Authorisation Number: 1052128140038

Date of advice: 19 June 2023

Ruling

Subject: Small business restructure roll-over

Question 1

Will the transfer of assets from the Trust to a new company with a different discretionary trust shareholder, satisfy the requirements of the small business restructure roll-over in Subdivision 328-G of the Income Tax Assessment Act 1997 (ITAA 1997)?

Answer

No.

Question 2

In the event the answer to question 1 is no, will the transfer of assets from the Trust to a new company with the same Trust as the shareholder, satisfy the requirements of the small business restructure roll-over in Subdivision 328-G of the ITAA 1997?

Answer

Yes.

This ruling applies for the following period:

Income year ended 30 June 20xx

The scheme commenced on:

1 July 20xx

Relevant facts and circumstances

The Trust operates a business,

Company A is the trustee of the Trust.

The Trust:

•         is a discretionary trust and is a non-fixed trust (for the purposes of section 272-70 of Schedule 2F to the ITAA 1936 (Non-fixed Trust); and

•         has a family trust election made under section 272-80 (FTE) nominating Person Z as the specified individual.
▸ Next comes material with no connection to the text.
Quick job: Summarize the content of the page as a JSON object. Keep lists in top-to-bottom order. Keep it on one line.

Person Z died a number of years ago.

The Proposed Restructure

The family operating the Trust's business wish to be able to retain profits in the business going forward to facilitate business reinvestment and growth.
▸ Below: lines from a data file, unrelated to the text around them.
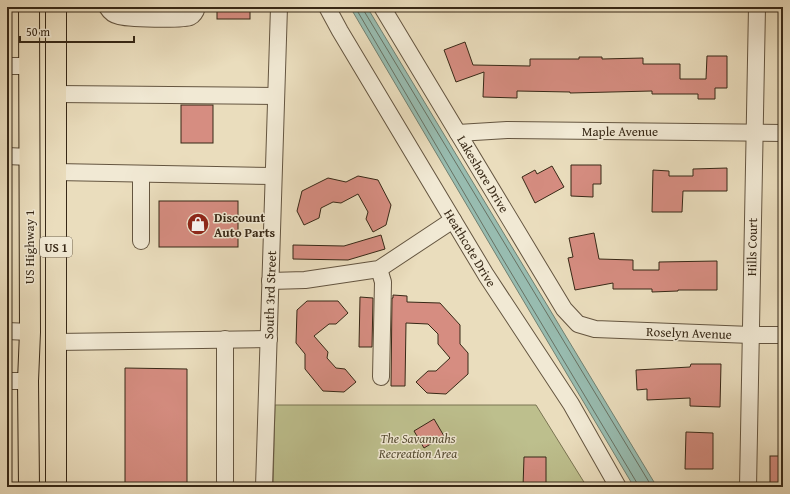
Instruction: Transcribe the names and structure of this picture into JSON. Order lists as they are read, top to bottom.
{
  "streets": {
    "main road": ["US Highway 1", "US 1"],
    "street": [
      "Maple Avenue",
      "Lakeshore Drive",
      "Hills Court",
      "Heathcote Drive",
      "South 3rd Street",
      "Roselyn Avenue"
    ]
  },
  "crossings": [
    ["Maple Avenue", "Lakeshore Drive"],
    ["Maple Avenue", "Hills Court"],
    ["Lakeshore Drive", "Roselyn Avenue"],
    ["Hills Court", "Roselyn Avenue"]
  ],
  "parks": ["The Savannahs Recreation Area"],
  "places": {
    "shop": ["Discount Auto Parts"]
  },
  "scale_bar": "50 m"
}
Therefore, they wish to transfer the majority of the business assets to a newly incorporated company (New Co).

The intention is that the shareholder of New Co will be a new Non-Fixed trust (New Trust) rather than the Trust. The reason New Trust has been selected is due to the test individual for the purposes of the FTE for the Trust being deceased.

The transfer of the business assets will occur for accounting purposes at the cost reported in the accounts and for tax purposes.
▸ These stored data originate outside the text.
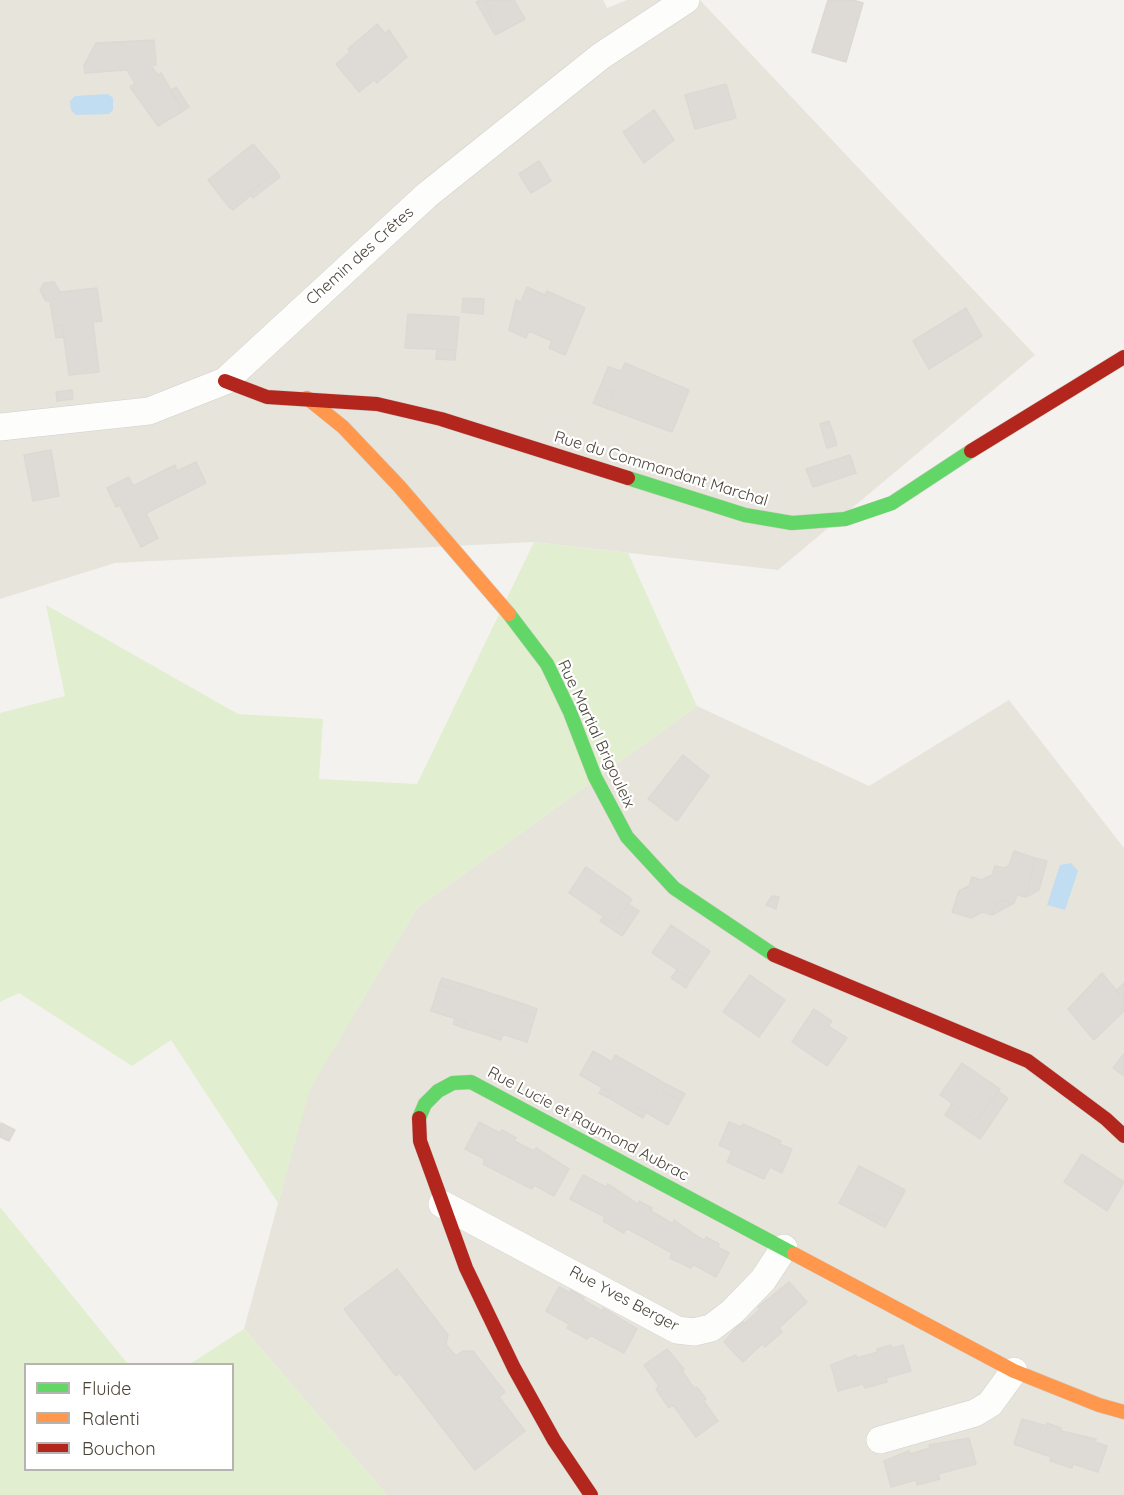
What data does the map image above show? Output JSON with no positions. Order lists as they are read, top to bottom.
{
  "streets": {
    "street": [
      "Chemin des Crêtes",
      "Rue du Commandant Marchal",
      "Rue Martial Brigouleix",
      "Rue Lucie et Raymond Aubrac",
      "Rue Yves Berger"
    ]
  },
  "crossings": [
    ["Chemin des Crêtes", "Rue du Commandant Marchal"],
    ["Rue du Commandant Marchal", "Rue Martial Brigouleix"],
    ["Rue Lucie et Raymond Aubrac", "Rue Yves Berger"]
  ],
  "legend": ["Fluide", "Ralenti", "Bouchon"]
}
The draft trust deed of New Trust will restrict the discretionary beneficiaries to any person who, under section 272-90 of Schedule 2F to ITAA 1936, is a member of the Family Group of Person Z if Person Z were the individual specified in an FTE.

The proposed trustee of New Trust will be Company A.

The Trust is an Australian resident as will be the New Co.

Both the Trust and New Co will elect for the Subdivision 328-G of the ITAA 1997 roll-over to apply.

The Alternative Restructure

As an alternative to the Proposed Restructure, it has been proposed that in the event the answer to Question 1 is no, the transfer the business assets will occur from the Trust to New Co with the Trust as the sole shareholder.

The sole difference in this Alternative Restructure to the Proposed Restructure will be that the sole shareholder of New Co will be the Trust, instead of New Trust.

Assumptions

•         The aggregated turnover of the Trust and New Co will be less than $10 million for the period of the private ruling.

•         At the time of the transfer of the asset, or assets, the Trust and the New Co will satisfy the residency requirement in section 328-445 of the ITAA 1997.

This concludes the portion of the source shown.